Как известно, в экстремальных ситуациях мы вообще как-то активнее себя ведем, стараемся усерднее, голова лучше работает. Попросили бы меня в институте за две минуты придумать десять оправдательных речей, содержащих убедительное объяснение моего, к примеру, опоздания на лекцию – я, вообще-то, частенько опаздываю, но каждый раз, приближаясь к нужной аудитории, судорожно пытаюсь выжать из своего мозга хотя бы нейтрон оригинальности и правдоподобности, слепить на лице такую маску, которая могла бы не только вызвать сочувствие преподавателя, но и некоторую благодарность за то, что вообще пришел, несмотря на апокалипсис. А курсу к пятому все это уже становится неактуально, а главное, не солидно, и ты отделываешься простым «здравствуйтеизвинитезаопоздание». Вот в тамбуре… В тамбуре все по-другому. Здесь нет места предрассудкам. Это театр, ты один на сцене, и зритель молча вопрошает: «?» Немой вопрос настолько резок и бесповоротен, что почти материален, ты ощущаешь его каждым сантиметром своего вспотевшего затылка, ты чувствуешь, как тебя нанизывают на этот вопросительный крючок, словно червя, тебе только и остается, что извиваться да корчиться, то есть играть. Чтобы заработать аплодисменты, нужно играть, что я и делал, правда, пока только в воображении. Я был величайшим из драматургов, я придумал тысячи великолепных историй и занимательных сюжетов о бедном мальчике из рабочей семьи, о свадьбе друга, где я так напился, что вообще не понимаю, в каком я измерении, о пятикилометровом преследовании поезда, разорванных и выкинутых ботинках, разбитых в кровь коленях и многом другом, чему даже сам немного верил. А контров все не было…
……………………………………………………………………………………………………..
А я никого еще не ждал с таким нетерпением.
……………………………………………………………………………………………………..
Был только один момент, когда я действительно осознал себя пойманным и мгновенно разоблаченным, несмотря на все ухищрения: опасность подступила, откуда не ждали. Естественно со спины, из таинственного логова машиниста, где, исходя из моего собственного представления об устройстве мира, сидит усталый, замученный однообразием рельс человек, которому вдруг может понадобиться нажать на миллион разных кнопок и дернуть столько же рычагов одновременно и поэтому ему ну никак нельзя отлучаться. Но дверь открылась, и машинист бодро шагнул в остальной мир, где находился я и те, кому было не до того – их право на эту поездку сомнению не подвергалось. И я сыграл. Сыграл, как надо. Сыграл отстраненного и погруженного в себя человека, которому не то чтобы нравится, но вполне устраивает пейзаж за окном и книги Дарьи Донцовой. Это подействовало, я победил, старания оказались ненапрасными, миллионы кнопок ненажатыми, машинист прошел мимо, и воцарилась гармония.

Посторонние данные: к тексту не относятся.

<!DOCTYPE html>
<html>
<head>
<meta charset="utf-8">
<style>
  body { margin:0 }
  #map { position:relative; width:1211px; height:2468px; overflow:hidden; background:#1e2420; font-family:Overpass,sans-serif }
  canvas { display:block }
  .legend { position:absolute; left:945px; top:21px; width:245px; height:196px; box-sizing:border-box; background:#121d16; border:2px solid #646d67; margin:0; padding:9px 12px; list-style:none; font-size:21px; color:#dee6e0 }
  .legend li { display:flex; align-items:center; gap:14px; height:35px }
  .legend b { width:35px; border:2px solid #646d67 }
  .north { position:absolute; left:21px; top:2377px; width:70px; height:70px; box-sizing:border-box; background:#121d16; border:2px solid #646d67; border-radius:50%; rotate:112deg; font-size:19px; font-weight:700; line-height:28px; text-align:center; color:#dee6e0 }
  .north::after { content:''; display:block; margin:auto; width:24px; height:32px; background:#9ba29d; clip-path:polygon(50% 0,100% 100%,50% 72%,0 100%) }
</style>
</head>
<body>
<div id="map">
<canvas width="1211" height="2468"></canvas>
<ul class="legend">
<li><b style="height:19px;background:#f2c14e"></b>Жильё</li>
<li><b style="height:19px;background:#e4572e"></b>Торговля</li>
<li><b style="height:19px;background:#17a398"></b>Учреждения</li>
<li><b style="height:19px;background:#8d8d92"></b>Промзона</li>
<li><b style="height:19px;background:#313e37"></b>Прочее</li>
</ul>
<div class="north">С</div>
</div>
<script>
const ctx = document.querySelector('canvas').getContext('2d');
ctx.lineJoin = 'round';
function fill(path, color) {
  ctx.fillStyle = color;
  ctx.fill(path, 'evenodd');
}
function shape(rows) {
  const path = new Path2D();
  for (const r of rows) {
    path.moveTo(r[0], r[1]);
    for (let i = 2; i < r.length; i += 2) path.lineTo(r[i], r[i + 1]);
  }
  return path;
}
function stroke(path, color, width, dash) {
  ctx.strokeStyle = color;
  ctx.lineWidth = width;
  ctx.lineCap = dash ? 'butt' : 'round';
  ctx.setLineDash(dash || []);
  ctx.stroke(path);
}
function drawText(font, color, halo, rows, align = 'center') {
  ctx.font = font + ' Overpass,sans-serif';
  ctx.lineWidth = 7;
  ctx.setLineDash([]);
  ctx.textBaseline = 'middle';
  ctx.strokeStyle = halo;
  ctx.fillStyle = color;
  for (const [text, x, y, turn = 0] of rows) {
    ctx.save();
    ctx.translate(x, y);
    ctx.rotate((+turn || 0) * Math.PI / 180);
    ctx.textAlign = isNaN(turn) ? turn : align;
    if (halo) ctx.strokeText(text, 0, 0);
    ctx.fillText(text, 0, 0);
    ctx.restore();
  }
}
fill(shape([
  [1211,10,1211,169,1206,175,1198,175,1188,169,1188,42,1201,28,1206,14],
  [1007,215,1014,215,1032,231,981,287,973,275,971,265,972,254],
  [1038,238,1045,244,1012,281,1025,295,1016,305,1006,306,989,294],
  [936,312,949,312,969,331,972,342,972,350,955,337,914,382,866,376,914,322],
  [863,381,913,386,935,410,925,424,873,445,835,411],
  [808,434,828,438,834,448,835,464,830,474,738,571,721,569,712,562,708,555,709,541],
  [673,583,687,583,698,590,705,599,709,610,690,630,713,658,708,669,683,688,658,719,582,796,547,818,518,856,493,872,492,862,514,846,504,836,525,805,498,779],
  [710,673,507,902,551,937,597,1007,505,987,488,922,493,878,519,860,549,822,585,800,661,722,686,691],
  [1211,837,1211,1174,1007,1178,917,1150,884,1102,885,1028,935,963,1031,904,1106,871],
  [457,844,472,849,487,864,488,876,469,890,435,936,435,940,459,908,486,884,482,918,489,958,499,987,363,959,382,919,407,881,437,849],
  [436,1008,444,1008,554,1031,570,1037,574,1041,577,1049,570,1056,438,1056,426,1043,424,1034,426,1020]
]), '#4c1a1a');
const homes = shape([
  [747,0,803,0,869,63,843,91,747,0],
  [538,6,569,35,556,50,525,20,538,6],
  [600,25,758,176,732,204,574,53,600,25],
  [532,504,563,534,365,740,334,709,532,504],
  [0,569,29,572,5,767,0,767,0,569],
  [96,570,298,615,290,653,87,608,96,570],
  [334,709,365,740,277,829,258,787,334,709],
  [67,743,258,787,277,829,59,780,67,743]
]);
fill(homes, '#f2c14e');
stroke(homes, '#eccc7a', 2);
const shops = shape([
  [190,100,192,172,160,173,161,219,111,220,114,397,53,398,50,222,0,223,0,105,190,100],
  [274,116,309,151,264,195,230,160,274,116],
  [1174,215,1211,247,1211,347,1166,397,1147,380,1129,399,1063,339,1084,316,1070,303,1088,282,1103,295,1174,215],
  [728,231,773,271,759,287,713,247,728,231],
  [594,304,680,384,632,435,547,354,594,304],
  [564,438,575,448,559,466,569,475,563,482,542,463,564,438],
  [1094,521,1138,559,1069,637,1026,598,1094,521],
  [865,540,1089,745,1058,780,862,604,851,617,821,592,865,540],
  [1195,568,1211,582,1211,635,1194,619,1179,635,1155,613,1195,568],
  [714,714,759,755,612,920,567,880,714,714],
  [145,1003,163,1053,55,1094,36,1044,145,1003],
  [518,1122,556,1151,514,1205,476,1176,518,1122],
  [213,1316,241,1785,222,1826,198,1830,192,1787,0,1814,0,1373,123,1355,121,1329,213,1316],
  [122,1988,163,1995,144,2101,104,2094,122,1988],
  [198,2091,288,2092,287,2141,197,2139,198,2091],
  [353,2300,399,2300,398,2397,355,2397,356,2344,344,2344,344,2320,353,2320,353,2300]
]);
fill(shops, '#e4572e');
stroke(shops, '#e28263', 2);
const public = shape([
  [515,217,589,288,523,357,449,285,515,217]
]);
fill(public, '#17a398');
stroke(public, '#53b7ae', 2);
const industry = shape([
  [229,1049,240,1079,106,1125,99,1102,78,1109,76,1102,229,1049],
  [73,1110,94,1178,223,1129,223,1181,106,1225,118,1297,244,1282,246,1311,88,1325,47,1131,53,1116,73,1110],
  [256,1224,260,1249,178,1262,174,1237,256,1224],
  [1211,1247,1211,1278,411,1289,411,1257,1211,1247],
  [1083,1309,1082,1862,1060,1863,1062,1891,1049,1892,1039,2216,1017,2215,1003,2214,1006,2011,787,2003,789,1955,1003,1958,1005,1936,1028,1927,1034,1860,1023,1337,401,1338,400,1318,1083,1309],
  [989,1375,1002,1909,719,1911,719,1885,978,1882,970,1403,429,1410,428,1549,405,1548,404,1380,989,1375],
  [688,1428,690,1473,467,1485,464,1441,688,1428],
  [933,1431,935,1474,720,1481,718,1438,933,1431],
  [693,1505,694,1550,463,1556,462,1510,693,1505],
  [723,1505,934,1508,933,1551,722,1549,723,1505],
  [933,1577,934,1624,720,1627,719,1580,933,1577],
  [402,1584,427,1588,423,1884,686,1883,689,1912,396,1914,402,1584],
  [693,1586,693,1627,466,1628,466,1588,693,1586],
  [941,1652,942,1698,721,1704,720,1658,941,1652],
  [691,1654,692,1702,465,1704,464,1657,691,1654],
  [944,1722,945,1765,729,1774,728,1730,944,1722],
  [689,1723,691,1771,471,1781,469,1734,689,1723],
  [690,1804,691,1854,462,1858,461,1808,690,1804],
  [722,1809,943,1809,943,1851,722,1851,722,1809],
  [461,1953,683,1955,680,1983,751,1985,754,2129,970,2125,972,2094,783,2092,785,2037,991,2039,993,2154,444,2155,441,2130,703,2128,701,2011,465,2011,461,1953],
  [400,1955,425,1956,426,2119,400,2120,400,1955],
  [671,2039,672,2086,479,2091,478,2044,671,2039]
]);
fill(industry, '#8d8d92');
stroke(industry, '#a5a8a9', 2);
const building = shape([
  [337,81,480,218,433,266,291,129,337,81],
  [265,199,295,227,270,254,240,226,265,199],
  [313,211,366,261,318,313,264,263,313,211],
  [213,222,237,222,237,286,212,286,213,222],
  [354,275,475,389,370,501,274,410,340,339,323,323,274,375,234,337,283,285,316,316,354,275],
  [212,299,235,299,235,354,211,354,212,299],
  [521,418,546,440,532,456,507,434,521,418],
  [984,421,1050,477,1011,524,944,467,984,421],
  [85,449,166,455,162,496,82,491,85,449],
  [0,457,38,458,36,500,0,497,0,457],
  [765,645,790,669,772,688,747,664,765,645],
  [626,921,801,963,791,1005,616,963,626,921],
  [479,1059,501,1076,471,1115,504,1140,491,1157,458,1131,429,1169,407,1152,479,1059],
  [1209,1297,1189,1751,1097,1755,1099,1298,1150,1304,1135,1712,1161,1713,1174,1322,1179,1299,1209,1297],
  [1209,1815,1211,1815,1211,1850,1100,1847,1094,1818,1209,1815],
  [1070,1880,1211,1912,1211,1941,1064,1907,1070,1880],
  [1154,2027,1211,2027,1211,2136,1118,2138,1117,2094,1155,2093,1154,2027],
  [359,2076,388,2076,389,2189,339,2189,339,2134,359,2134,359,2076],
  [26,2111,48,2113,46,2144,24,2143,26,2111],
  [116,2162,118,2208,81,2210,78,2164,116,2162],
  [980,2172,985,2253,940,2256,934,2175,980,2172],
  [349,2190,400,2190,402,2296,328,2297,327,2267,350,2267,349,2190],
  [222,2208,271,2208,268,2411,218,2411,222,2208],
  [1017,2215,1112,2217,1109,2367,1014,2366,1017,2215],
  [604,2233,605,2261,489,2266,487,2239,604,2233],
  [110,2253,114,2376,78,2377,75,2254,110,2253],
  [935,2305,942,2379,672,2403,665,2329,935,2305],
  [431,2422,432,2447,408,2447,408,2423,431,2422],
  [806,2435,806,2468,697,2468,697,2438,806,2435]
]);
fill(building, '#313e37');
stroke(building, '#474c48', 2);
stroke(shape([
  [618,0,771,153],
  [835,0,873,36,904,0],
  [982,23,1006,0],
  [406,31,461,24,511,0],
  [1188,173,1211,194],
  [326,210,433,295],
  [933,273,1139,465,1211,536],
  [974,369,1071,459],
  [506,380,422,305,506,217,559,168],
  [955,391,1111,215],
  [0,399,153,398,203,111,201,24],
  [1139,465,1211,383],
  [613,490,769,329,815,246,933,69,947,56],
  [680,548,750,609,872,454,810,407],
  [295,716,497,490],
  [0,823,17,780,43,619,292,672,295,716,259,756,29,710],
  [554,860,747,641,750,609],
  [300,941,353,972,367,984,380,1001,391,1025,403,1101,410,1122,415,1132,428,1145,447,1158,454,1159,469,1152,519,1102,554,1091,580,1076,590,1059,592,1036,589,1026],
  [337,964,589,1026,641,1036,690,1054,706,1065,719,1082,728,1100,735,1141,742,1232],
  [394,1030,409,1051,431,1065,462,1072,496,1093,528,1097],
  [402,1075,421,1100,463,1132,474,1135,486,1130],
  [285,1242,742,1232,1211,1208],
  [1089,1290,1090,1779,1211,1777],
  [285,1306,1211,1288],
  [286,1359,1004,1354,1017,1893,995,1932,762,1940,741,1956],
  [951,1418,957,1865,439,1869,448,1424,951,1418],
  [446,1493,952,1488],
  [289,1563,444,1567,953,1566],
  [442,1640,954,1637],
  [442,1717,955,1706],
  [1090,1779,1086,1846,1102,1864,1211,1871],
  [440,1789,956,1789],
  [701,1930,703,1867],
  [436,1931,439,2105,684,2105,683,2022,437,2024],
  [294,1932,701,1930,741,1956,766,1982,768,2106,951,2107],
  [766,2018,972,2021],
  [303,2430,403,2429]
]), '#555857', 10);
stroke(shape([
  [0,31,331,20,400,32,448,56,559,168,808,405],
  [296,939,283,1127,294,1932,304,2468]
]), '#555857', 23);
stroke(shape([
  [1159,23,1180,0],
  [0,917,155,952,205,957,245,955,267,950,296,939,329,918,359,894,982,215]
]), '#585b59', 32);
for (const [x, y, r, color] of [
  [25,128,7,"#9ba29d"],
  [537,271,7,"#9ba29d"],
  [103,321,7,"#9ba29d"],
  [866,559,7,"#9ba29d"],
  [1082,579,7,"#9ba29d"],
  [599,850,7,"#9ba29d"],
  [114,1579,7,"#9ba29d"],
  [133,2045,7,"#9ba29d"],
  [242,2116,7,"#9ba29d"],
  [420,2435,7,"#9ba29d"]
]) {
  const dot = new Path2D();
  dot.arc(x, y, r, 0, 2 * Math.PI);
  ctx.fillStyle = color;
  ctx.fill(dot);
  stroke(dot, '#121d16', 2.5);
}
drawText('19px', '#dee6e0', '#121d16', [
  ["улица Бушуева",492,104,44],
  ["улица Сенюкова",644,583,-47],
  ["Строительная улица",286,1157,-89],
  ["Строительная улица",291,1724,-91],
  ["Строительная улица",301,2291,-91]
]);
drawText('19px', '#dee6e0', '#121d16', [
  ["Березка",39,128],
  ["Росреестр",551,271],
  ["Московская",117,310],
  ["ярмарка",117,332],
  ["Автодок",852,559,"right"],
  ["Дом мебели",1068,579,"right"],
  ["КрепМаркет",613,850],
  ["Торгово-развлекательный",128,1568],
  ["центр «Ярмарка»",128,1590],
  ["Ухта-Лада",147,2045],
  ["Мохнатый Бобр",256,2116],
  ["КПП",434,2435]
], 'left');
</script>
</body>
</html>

Мы подъезжали к предпоследней станции. Туалет напротив, в котором, в случае чего, я планировал трусливо скрыть свое незаконное пребывание на борту, казался уже не таким уютным и гостеприимным (с гордостью могу отметить, что, в отличие от других «соучастников», на протяжение всего пути, то и дело, бегавших «по нужде», я так ни разу там и не оказался, возможно считая это просто унизительным, возможно из-за представлений о последнем бастионе, козыре, с которым так не хотелось расставаться раньше последнего захода). Страшно подумать: я простоял здесь, в стенах крошечного прокуренного помещения, около полутора часов и, что странно, совсем не почувствовал какого-то дискомфорта или усталости. Напротив, это место казалось мне самым удобным и безопасным во всем составе. И когда в Азарово, где я, от греха подальше, собирался сойти, в мои «покои» ворвалась одна толпа неожиданно бодрых стариков и старушек-дачников, а другая, составленная в основном из той же публики, тем временем, нетерпеливо выстраивалась в очередь туда же внутри вагона, мне вдруг захотелось воскликнуть: «Граждане, ну, раз вломились ко мне всей кучей, так хотя бы ноги вытрите на входе!» Не стал ничего восклицать, приютился у окна и молча продолжил путь, по- хозяйски снисходительно простив за бесцеремонность эту запыхавшуюся и галдящую массу.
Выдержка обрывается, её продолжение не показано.